Perhaps we could have a saying like "I speak music". After all, it is a language. Would someone who "plays by ear" hear and understand on a technical level the difference between a major 7th and a dominant 7th? I guess some would and some wouldn't. 

This is why I think the term 'play by ear' is way too ambiguous.

Thoughts?

Thanks,
Jim


----------



## BEMUSofNrthAmra (Jun 9, 2012)

"play by ear" to me has always meant, learning songs by listening and using trial and error in finding out the parts.

when jamming, it usually means listening carefully and making sure what I'm playing works with the rest of the band, not really knowing how it all falls into place theoretically, but knowing that I like how it sounds.

I've always played with people who don't care about musical theory so it's always been about discovery and fun for me.

The second I tried playing with someone who was very anal about playing "theoretically sound music", I lost interest as it became a chore, and a lot less fun. But hey, that's punk rock.

basically, being ignorant of musical theory and knowing the sounds (by sounds I mean chords, notes, shapes, whatever) I like, seems to me like what most people consider "playing by ear"

it's a lot more fun to say I play by ear than to say "I don't know theory, but I still play as well as I can by listening as carefully as I can"


----------



## washburned (Oct 13, 2006)

Playing by ear refers to musical memory, or the ability to hear, remember and repeat a piece of music. I think what you are referring to is improvisation, or the ability to create a suitable melody or chord pattern to fit with another player or a group. Neither is the same as perfect pitch which is the ability to recognize notes or intervals when heard. I would say there is an advanced level of intuition involved, and the best way I have heard intuition described is knowing because you know.


----------



## Guitar101 (Jan 19, 2011)

Too me, it means someone who has to work at playing music verses someone who music comes to them naturally. It's in their sole. You'll have to figure out which is which and what category you yourself fall under.


----------



## aftermidnight (Oct 11, 2009)

BEMUSofNrthAmra said:


> ...... play by ear" to me has always meant, learning songs by listening and using trial and error in finding out the parts.
> 
> when jamming, it usually means listening carefully and making sure what I'm playing works with the rest of the band, not really knowing how it all falls into place theoretically, but knowing that I like how it sounds ....


This is pretty much my interpretation of 'playing by ear' as well.

Most ‘ear’ players I have run into know the difference between the ‘sound’ of a maj7 and a dom7 but not necessarily the ‘function’.

As well, using theory terms is a far better way of communicating to all other musicians exactly what is required in a given situation.

Showing (or strumming) a G7 chord to a keyboard/sax/fiddle player and saying ......‘We need a scale that sounds good over this’ ..... doesn’t usually cut it. 
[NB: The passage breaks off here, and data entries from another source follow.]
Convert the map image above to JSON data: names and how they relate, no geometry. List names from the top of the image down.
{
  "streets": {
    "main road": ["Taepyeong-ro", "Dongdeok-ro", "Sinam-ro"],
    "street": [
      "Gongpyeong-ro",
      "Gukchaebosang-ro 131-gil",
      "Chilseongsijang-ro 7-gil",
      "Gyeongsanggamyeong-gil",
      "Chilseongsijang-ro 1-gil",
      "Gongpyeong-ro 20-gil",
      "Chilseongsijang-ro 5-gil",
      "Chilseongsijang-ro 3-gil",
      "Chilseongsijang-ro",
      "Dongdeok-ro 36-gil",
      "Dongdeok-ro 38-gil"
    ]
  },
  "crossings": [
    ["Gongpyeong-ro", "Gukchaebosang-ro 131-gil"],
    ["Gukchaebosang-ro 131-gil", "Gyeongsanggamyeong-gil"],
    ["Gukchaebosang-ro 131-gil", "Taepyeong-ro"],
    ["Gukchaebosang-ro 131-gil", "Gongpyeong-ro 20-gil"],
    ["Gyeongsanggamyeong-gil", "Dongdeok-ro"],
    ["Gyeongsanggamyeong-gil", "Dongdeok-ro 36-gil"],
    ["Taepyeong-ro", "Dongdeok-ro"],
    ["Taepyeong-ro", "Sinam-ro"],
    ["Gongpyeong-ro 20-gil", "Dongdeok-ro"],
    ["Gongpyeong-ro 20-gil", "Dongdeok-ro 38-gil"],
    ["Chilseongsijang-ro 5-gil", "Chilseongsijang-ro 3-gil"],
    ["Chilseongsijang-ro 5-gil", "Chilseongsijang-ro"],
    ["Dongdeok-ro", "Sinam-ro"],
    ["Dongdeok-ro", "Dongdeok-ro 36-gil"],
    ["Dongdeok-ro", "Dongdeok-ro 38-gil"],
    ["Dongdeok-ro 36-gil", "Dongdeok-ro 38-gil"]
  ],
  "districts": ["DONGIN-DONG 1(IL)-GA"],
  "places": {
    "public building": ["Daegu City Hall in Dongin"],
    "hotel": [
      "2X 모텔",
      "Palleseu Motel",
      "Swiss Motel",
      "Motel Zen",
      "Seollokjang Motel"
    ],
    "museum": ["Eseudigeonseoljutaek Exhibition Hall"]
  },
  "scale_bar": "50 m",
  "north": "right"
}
You can certainly go all the way to being a top-notch pro without ever learning theory ........ but IMHO, the journey will be a lot shorter if some theory is learned along the way.


----------



## Hamstrung (Sep 21, 2007)

To further the "language" analogy, I always thought of it as the difference between learning by immersion vs studying in a formal setting. Some people are better at "picking up" a language and get along quite nicely others need to study it first. The best usually are those that combine both. 
Then there's guys like Jeff Beck who claims not to know or have studied theory at all. Some people are special!


----------



## flashPUNK (Feb 16, 2006)

Playing by ear simply means hearing a song and being able to play it with little or no work.


----------



## bluesguitar1972 (Jul 16, 2011)

Hamstrung said:


> To further the "language" analogy, I always thought of it as the difference between learning by immersion vs studying in a formal setting. Some people are better at "picking up" a language and get along quite nicely others need to study it first. *The best usually are those that combine both. *
> Then there's guys like Jeff Beck who claims not to know or have studied theory at all. Some people are special!


Pretty much how I've always thought about it. I have no formal training, though I've picked up a lot of theory on the way - probably helped by being married to a music teacher for the better part of a decade. A lot of my theory was learned after the practical application. But It only makes sense to learn the why. Can only make you a better musician. Formal training or not, ALL good musicians listen well when playing with others. Otherwise, they're not making good music.


----------



## Steadfastly (Nov 14, 2008)

flashPUNK said:


> Playing by ear simply means hearing a song and being able to play it with little or no work.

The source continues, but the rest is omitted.